Available records:
• • • • • • •

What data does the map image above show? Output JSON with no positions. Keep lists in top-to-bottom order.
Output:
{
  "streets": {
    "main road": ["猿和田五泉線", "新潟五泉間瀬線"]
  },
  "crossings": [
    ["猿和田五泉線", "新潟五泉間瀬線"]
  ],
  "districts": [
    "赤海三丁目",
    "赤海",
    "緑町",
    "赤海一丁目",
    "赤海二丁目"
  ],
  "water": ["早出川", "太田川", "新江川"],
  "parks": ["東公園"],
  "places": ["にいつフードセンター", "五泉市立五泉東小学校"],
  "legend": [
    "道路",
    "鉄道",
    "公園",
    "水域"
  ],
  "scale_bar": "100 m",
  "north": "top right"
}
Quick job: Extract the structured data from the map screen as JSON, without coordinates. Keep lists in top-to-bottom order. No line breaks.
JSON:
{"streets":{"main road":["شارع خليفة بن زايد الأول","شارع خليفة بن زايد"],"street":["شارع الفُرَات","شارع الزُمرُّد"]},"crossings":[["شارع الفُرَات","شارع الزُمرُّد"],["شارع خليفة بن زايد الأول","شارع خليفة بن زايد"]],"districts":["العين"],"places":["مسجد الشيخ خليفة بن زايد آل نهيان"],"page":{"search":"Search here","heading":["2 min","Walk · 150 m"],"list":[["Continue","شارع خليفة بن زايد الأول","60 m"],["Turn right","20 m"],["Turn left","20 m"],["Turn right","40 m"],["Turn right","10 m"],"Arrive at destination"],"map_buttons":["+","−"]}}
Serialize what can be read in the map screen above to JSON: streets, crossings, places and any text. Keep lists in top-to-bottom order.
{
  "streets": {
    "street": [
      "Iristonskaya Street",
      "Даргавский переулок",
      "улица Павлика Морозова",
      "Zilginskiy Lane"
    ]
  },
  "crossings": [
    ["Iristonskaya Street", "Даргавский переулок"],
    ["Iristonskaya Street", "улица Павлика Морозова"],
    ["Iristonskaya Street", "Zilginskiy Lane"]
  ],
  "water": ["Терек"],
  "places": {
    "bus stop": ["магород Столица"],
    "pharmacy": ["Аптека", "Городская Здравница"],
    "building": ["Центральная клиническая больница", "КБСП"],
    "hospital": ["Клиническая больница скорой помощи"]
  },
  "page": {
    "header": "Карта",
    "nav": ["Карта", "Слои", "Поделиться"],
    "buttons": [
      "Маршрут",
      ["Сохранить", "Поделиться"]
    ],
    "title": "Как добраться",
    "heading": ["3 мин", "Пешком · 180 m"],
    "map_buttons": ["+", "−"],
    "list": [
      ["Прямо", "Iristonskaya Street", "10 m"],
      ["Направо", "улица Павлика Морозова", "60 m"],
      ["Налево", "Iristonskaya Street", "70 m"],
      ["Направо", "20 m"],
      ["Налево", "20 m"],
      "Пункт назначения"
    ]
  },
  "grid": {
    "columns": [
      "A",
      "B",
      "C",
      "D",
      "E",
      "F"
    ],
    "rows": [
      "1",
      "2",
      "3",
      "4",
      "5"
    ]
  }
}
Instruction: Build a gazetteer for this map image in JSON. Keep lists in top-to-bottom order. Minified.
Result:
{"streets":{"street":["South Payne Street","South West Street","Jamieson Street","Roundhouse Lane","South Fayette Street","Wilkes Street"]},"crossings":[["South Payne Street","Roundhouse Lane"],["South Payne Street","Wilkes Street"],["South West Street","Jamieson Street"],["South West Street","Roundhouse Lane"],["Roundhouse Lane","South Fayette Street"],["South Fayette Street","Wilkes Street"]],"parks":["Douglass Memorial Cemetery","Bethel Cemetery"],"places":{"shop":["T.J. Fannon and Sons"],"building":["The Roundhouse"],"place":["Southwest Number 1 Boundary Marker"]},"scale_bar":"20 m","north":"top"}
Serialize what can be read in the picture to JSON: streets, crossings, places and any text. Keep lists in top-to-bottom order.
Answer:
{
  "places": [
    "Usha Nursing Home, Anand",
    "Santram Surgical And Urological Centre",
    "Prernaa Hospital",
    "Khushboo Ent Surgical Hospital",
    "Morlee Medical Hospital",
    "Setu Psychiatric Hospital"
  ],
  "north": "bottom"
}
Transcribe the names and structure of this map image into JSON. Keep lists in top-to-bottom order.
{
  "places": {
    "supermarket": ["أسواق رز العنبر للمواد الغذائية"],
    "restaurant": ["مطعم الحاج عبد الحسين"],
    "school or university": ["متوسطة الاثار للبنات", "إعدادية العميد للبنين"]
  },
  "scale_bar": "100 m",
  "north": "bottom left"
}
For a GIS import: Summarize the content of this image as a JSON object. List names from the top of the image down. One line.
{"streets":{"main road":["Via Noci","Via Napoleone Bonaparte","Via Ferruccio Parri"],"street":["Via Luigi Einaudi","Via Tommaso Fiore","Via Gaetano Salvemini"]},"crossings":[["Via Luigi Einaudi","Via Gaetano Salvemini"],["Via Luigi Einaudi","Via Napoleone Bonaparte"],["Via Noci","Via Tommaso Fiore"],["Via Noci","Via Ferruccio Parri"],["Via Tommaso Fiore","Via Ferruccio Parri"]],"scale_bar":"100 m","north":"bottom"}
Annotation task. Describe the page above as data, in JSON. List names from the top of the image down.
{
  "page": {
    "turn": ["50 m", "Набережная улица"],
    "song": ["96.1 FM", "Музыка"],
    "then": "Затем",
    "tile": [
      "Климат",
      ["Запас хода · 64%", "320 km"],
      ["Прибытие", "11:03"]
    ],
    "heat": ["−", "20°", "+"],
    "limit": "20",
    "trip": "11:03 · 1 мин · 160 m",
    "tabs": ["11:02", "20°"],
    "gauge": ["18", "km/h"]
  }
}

• • • • • • •

Task to carry out: What is needed is a verbatim copy of the data, complete from first line to last.

Written solution:
What data does the map image above show? Output JSON with no positions. Keep lists in top-to-bottom order.
Output:
{
  "streets": {
    "main road": ["猿和田五泉線", "新潟五泉間瀬線"]
  },
  "crossings": [
    ["猿和田五泉線", "新潟五泉間瀬線"]
  ],
  "districts": [
    "赤海三丁目",
    "赤海",
    "緑町",
    "赤海一丁目",
    "赤海二丁目"
  ],
  "water": ["早出川", "太田川", "新江川"],
  "parks": ["東公園"],
  "places": ["にいつフードセンター", "五泉市立五泉東小学校"],
  "legend": [
    "道路",
    "鉄道",
    "公園",
    "水域"
  ],
  "scale_bar": "100 m",
  "north": "top right"
}
Quick job: Extract the structured data from the map screen as JSON, without coordinates. Keep lists in top-to-bottom order. No line breaks.
JSON:
{"streets":{"main road":["شارع خليفة بن زايد الأول","شارع خليفة بن زايد"],"street":["شارع الفُرَات","شارع الزُمرُّد"]},"crossings":[["شارع الفُرَات","شارع الزُمرُّد"],["شارع خليفة بن زايد الأول","شارع خليفة بن زايد"]],"districts":["العين"],"places":["مسجد الشيخ خليفة بن زايد آل نهيان"],"page":{"search":"Search here","heading":["2 min","Walk · 150 m"],"list":[["Continue","شارع خليفة بن زايد الأول","60 m"],["Turn right","20 m"],["Turn left","20 m"],["Turn right","40 m"],["Turn right","10 m"],"Arrive at destination"],"map_buttons":["+","−"]}}
Serialize what can be read in the map screen above to JSON: streets, crossings, places and any text. Keep lists in top-to-bottom order.
{
  "streets": {
    "street": [
      "Iristonskaya Street",
      "Даргавский переулок",
      "улица Павлика Морозова",
      "Zilginskiy Lane"
    ]
  },
  "crossings": [
    ["Iristonskaya Street", "Даргавский переулок"],
    ["Iristonskaya Street", "улица Павлика Морозова"],
    ["Iristonskaya Street", "Zilginskiy Lane"]
  ],
  "water": ["Терек"],
  "places": {
    "bus stop": ["магород Столица"],
    "pharmacy": ["Аптека", "Городская Здравница"],
    "building": ["Центральная клиническая больница", "КБСП"],
    "hospital": ["Клиническая больница скорой помощи"]
  },
  "page": {
    "header": "Карта",
    "nav": ["Карта", "Слои", "Поделиться"],
    "buttons": [
      "Маршрут",
      ["Сохранить", "Поделиться"]
    ],
    "title": "Как добраться",
    "heading": ["3 мин", "Пешком · 180 m"],
    "map_buttons": ["+", "−"],
    "list": [
      ["Прямо", "Iristonskaya Street", "10 m"],
      ["Направо", "улица Павлика Морозова", "60 m"],
      ["Налево", "Iristonskaya Street", "70 m"],
      ["Направо", "20 m"],
      ["Налево", "20 m"],
      "Пункт назначения"
    ]
  },
  "grid": {
    "columns": [
      "A",
      "B",
      "C",
      "D",
      "E",
      "F"
    ],
    "rows": [
      "1",
      "2",
      "3",
      "4",
      "5"
    ]
  }
}
Instruction: Build a gazetteer for this map image in JSON. Keep lists in top-to-bottom order. Minified.
Result:
{"streets":{"street":["South Payne Street","South West Street","Jamieson Street","Roundhouse Lane","South Fayette Street","Wilkes Street"]},"crossings":[["South Payne Street","Roundhouse Lane"],["South Payne Street","Wilkes Street"],["South West Street","Jamieson Street"],["South West Street","Roundhouse Lane"],["Roundhouse Lane","South Fayette Street"],["South Fayette Street","Wilkes Street"]],"parks":["Douglass Memorial Cemetery","Bethel Cemetery"],"places":{"shop":["T.J. Fannon and Sons"],"building":["The Roundhouse"],"place":["Southwest Number 1 Boundary Marker"]},"scale_bar":"20 m","north":"top"}
Serialize what can be read in the picture to JSON: streets, crossings, places and any text. Keep lists in top-to-bottom order.
Answer:
{
  "places": [
    "Usha Nursing Home, Anand",
    "Santram Surgical And Urological Centre",
    "Prernaa Hospital",
    "Khushboo Ent Surgical Hospital",
    "Morlee Medical Hospital",
    "Setu Psychiatric Hospital"
  ],
  "north": "bottom"
}
Transcribe the names and structure of this map image into JSON. Keep lists in top-to-bottom order.
{
  "places": {
    "supermarket": ["أسواق رز العنبر للمواد الغذائية"],
    "restaurant": ["مطعم الحاج عبد الحسين"],
    "school or university": ["متوسطة الاثار للبنات", "إعدادية العميد للبنين"]
  },
  "scale_bar": "100 m",
  "north": "bottom left"
}
For a GIS import: Summarize the content of this image as a JSON object. List names from the top of the image down. One line.
{"streets":{"main road":["Via Noci","Via Napoleone Bonaparte","Via Ferruccio Parri"],"street":["Via Luigi Einaudi","Via Tommaso Fiore","Via Gaetano Salvemini"]},"crossings":[["Via Luigi Einaudi","Via Gaetano Salvemini"],["Via Luigi Einaudi","Via Napoleone Bonaparte"],["Via Noci","Via Tommaso Fiore"],["Via Noci","Via Ferruccio Parri"],["Via Tommaso Fiore","Via Ferruccio Parri"]],"scale_bar":"100 m","north":"bottom"}
Annotation task. Describe the page above as data, in JSON. List names from the top of the image down.
{
  "page": {
    "turn": ["50 m", "Набережная улица"],
    "song": ["96.1 FM", "Музыка"],
    "then": "Затем",
    "tile": [
      "Климат",
      ["Запас хода · 64%", "320 km"],
      ["Прибытие", "11:03"]
    ],
    "heat": ["−", "20°", "+"],
    "limit": "20",
    "trip": "11:03 · 1 мин · 160 m",
    "tabs": ["11:02", "20°"],
    "gauge": ["18", "km/h"]
  }
}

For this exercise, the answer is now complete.